Records for this exercise ▸
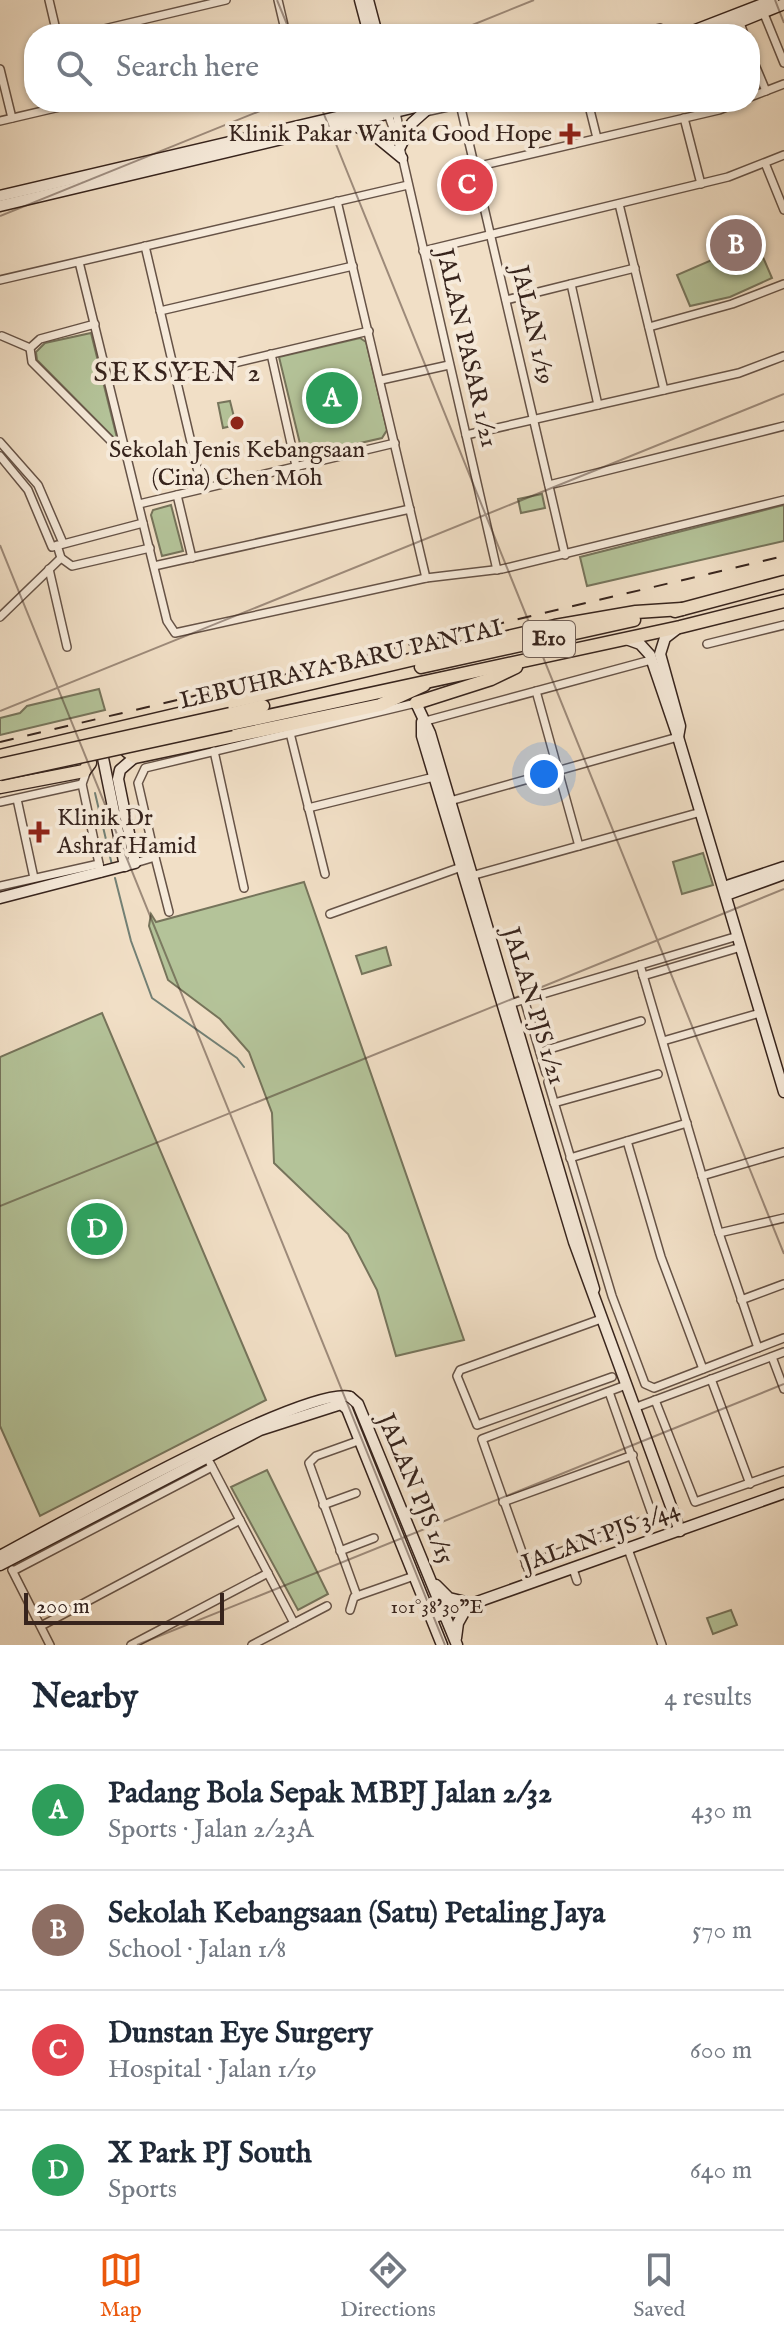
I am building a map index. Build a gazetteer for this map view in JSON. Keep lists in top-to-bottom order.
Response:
{
  "streets": {
    "highway": ["E10", "LEBUHRAYA BARU PANTAI"],
    "main road": ["JALAN PJS 1/21", "JALAN PJS 1/15", "JALAN PJS 3/44"],
    "street": ["JALAN 1/19", "JALAN PASAR 1/21"]
  },
  "crossings": [
    ["JALAN PJS 1/21", "JALAN PJS 3/44"],
    ["JALAN PJS 1/15", "JALAN PJS 3/44"]
  ],
  "districts": ["SEKSYEN 2"],
  "places": {
    "health": ["Klinik Pakar Wanita Good Hope", "Klinik Dr Ashraf Hamid"],
    "other": ["Sekolah Jenis Kebangsaan (Cina) Chen Moh"]
  },
  "scale_bar": "200 m",
  "page": {
    "search": "Search here",
    "pins": [
      "C",
      "B",
      "A",
      "D"
    ],
    "scale": "200 m",
    "heading": ["Nearby", "4 results"],
    "list": [
      {
        "mark": "A",
        "name": "Padang Bola Sepak MBPJ Jalan 2/32",
        "note": "Sports · Jalan 2/23A",
        "value": "430 m"
      },
      {
        "mark": "B",
        "name": "Sekolah Kebangsaan (Satu) Petaling Jaya",
        "note": "School · Jalan 1/8",
        "value": "570 m"
      },
      {
        "mark": "C",
        "name": "Dunstan Eye Surgery",
        "note": "Hospital · Jalan 1/19",
        "value": "600 m"
      },
      {
        "mark": "D",
        "name": "X Park PJ South",
        "note": "Sports",
        "value": "640 m"
      }
    ],
    "nav": ["Map", "Directions", "Saved"]
  },
  "coordinates": ["101°38'30\"E"]
}
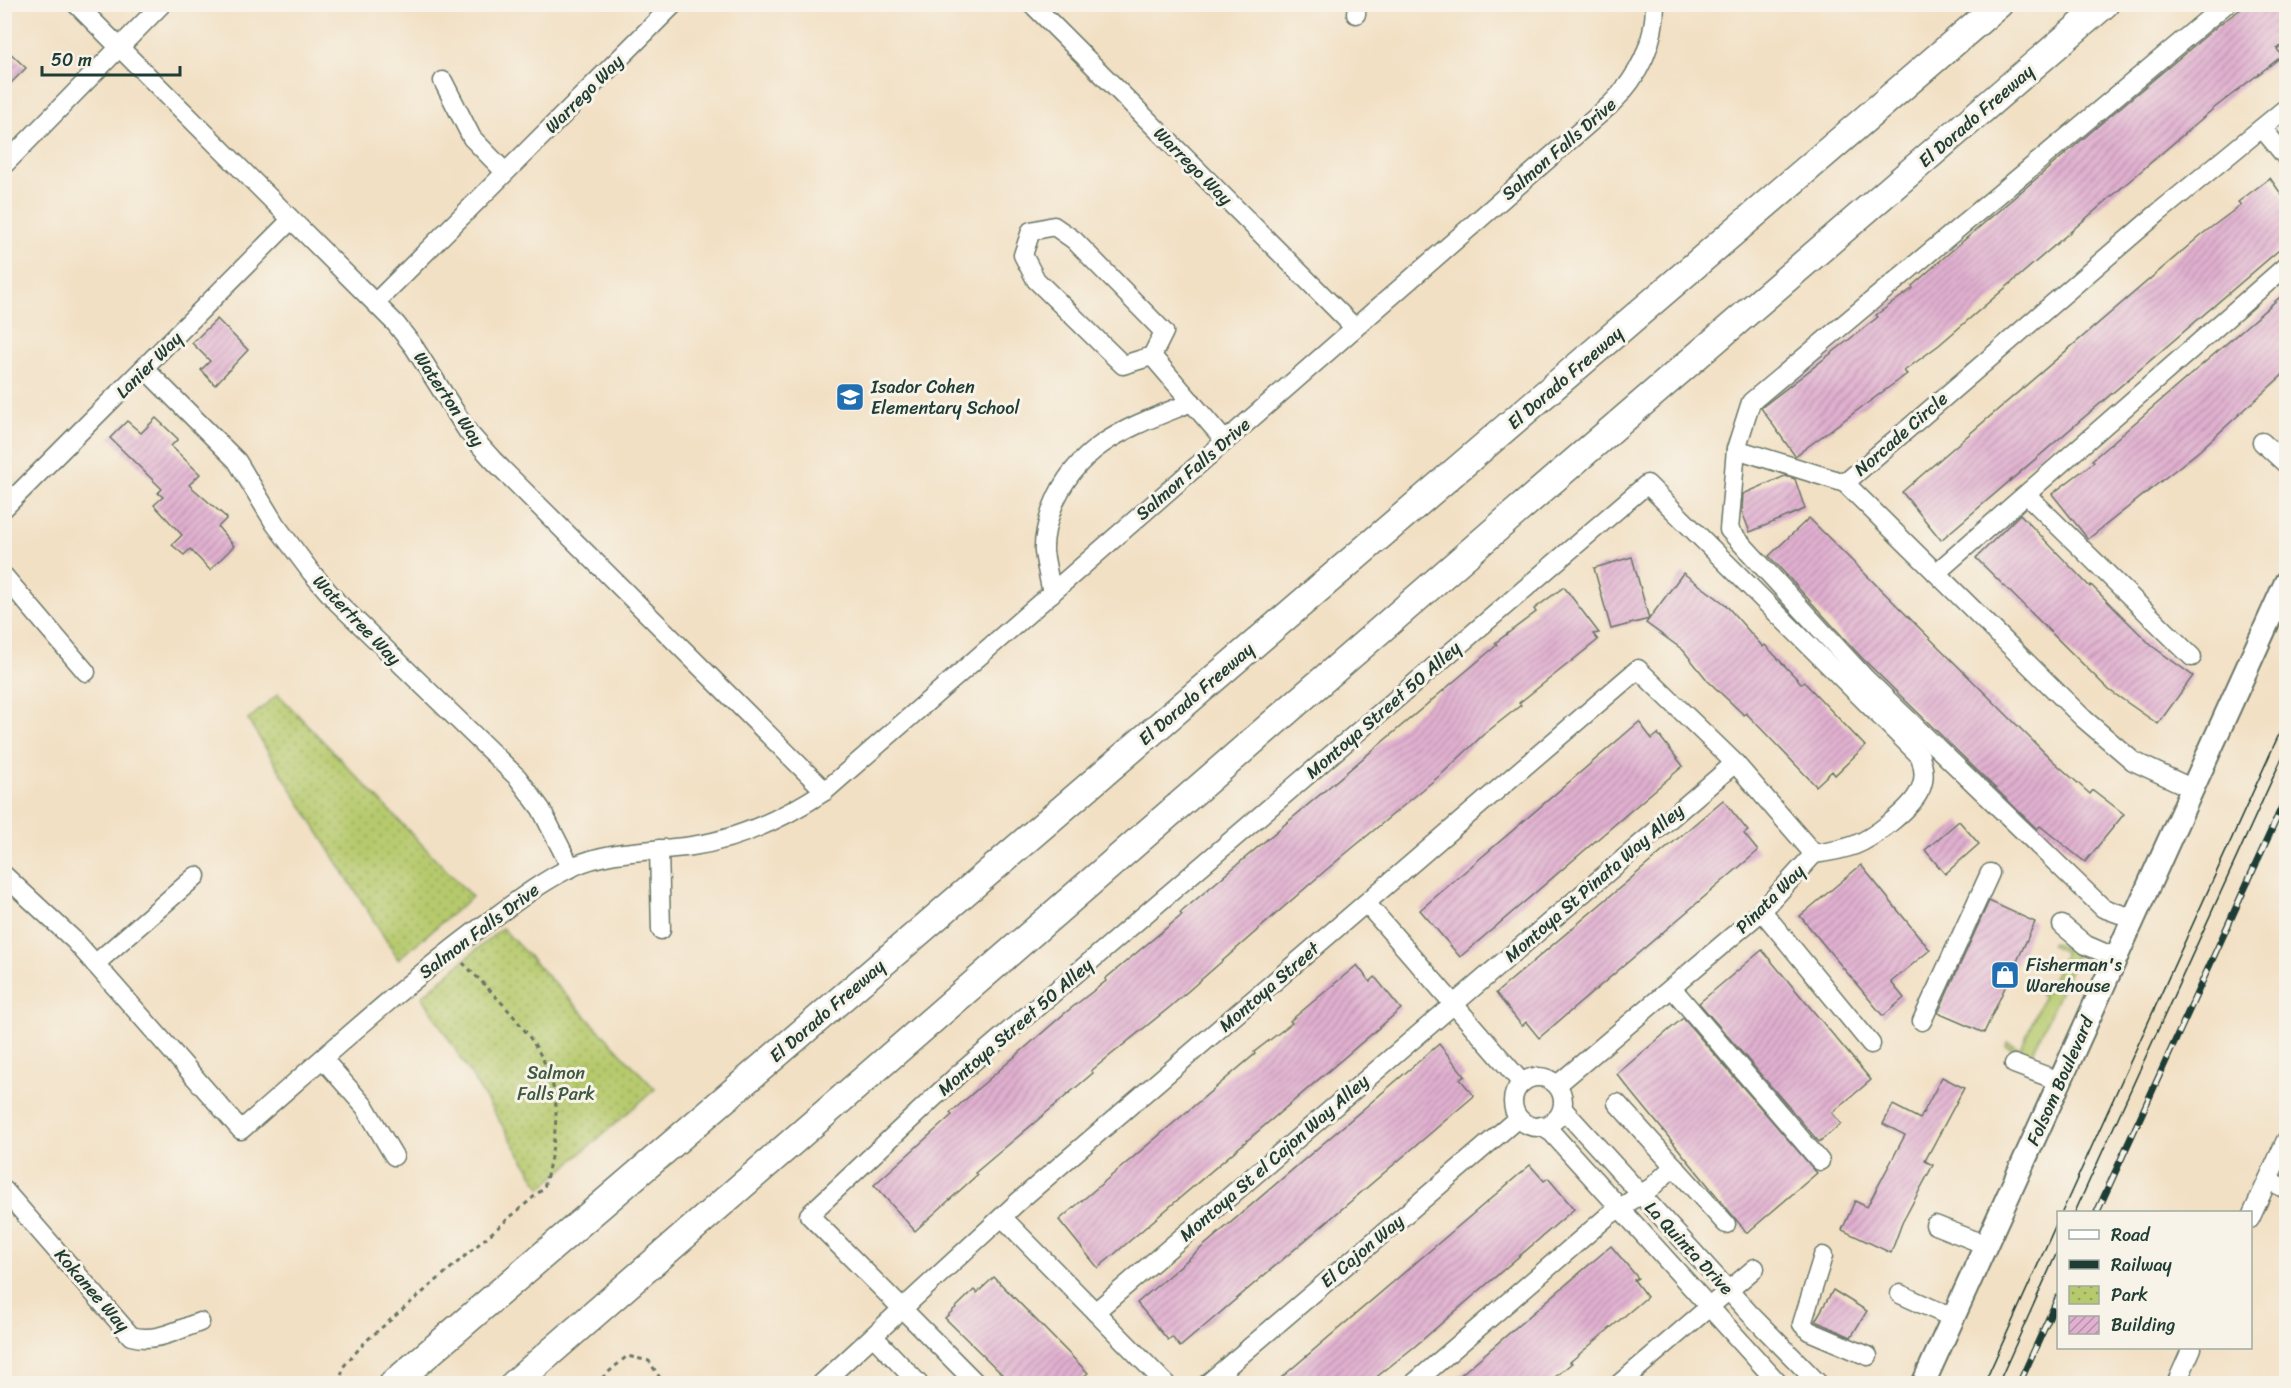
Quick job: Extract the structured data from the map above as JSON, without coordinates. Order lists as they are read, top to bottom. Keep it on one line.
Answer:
{"streets":{"highway":["El Dorado Freeway"],"main road":["Folsom Boulevard"],"street":["Warrego Way","Salmon Falls Drive","Lanier Way","Waterton Way","Norcade Circle","Watertree Way","Montoya Street 50 Alley","Montoya St Pinata Way Alley","Pinata Way","Montoya Street","Montoya St el Cajon Way Alley","La Quinta Drive","El Cajon Way","Kokanee Way"]},"crossings":[["Warrego Way","Salmon Falls Drive"],["Warrego Way","Waterton Way"],["Salmon Falls Drive","Waterton Way"],["Salmon Falls Drive","Watertree Way"],["Lanier Way","Waterton Way"],["Lanier Way","Watertree Way"],["Norcade Circle","Folsom Boulevard"],["Montoya Street 50 Alley","Pinata Way"],["Montoya Street 50 Alley","Montoya Street"],["Montoya St Pinata Way Alley","Pinata Way"],["Montoya St Pinata Way Alley","Montoya St el Cajon Way Alley"],["Pinata Way","Montoya Street"],["Pinata Way","La Quinta Drive"],["Pinata Way","El Cajon Way"],["La Quinta Drive","El Cajon Way"]],"parks":["Salmon Falls Park"],"places":{"school or university":["Isador Cohen Elementary School"],"shop":["Fisherman's Warehouse"]},"legend":["Road","Railway","Park","Building"],"scale_bar":"50 m"}
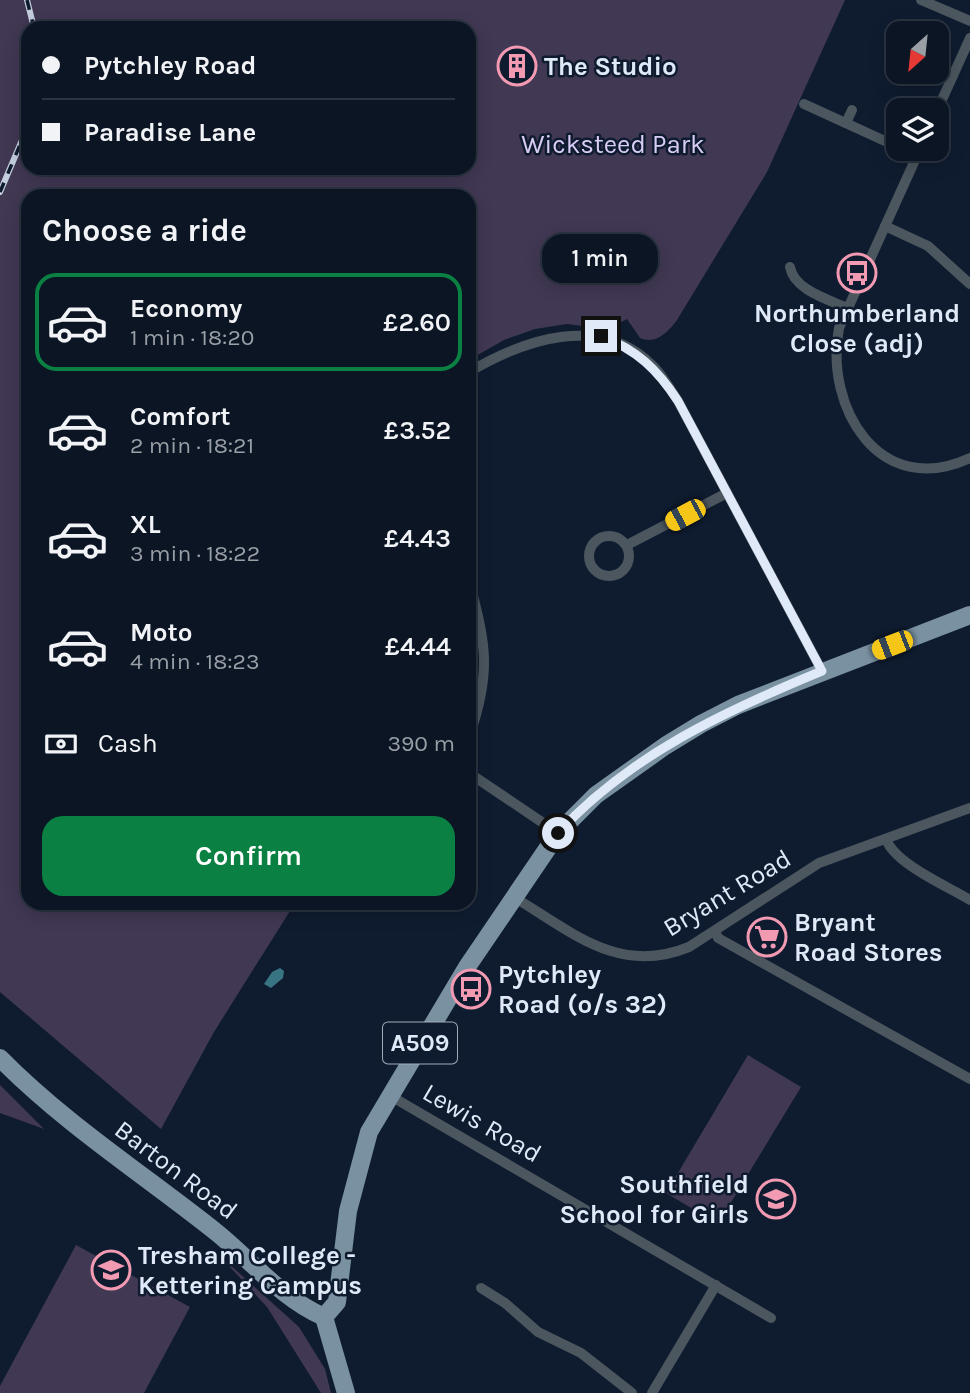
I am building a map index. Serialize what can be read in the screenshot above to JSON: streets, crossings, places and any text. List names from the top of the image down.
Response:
{
  "streets": {
    "main road": ["A509", "Barton Road"],
    "street": ["Bryant Road", "Lewis Road"]
  },
  "crossings": [
    ["Bryant Road", "A509"],
    ["A509", "Lewis Road"],
    ["A509", "Barton Road"]
  ],
  "parks": ["Wicksteed Park"],
  "places": {
    "building": ["The Studio"],
    "bus stop": ["Northumberland Close (adj)", "Pytchley Road (o/s 32)"],
    "supermarket": ["Bryant Road Stores"],
    "school or university": ["Southfield School for Girls", "Tresham College - Kettering Campus"]
  },
  "north": "bottom left",
  "page": {
    "banner": ["Pytchley Road", "Paradise Lane"],
    "heading": "Choose a ride",
    "bubble": "1 min",
    "list": [
      {
        "name": "Economy",
        "note": "1 min · 18:20",
        "value": "£2.60"
      },
      {
        "name": "Comfort",
        "note": "2 min · 18:21",
        "value": "£3.52"
      },
      {
        "name": "XL",
        "note": "3 min · 18:22",
        "value": "£4.43"
      },
      {
        "name": "Moto",
        "note": "4 min · 18:23",
        "value": "£4.44"
      }
    ],
    "pay": ["Cash", "390 m"],
    "buttons": "Confirm"
  }
}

Exercise description ▸ Find all the lines with "coordinates" in the data and copy them.

Written solution ▸
  "coordinates": ["101°38'30\"E"]
Quick job: Extract the structured data from the map above as JSON, without coordinates. Order lists as they are read, top to bottom. Keep it on one line.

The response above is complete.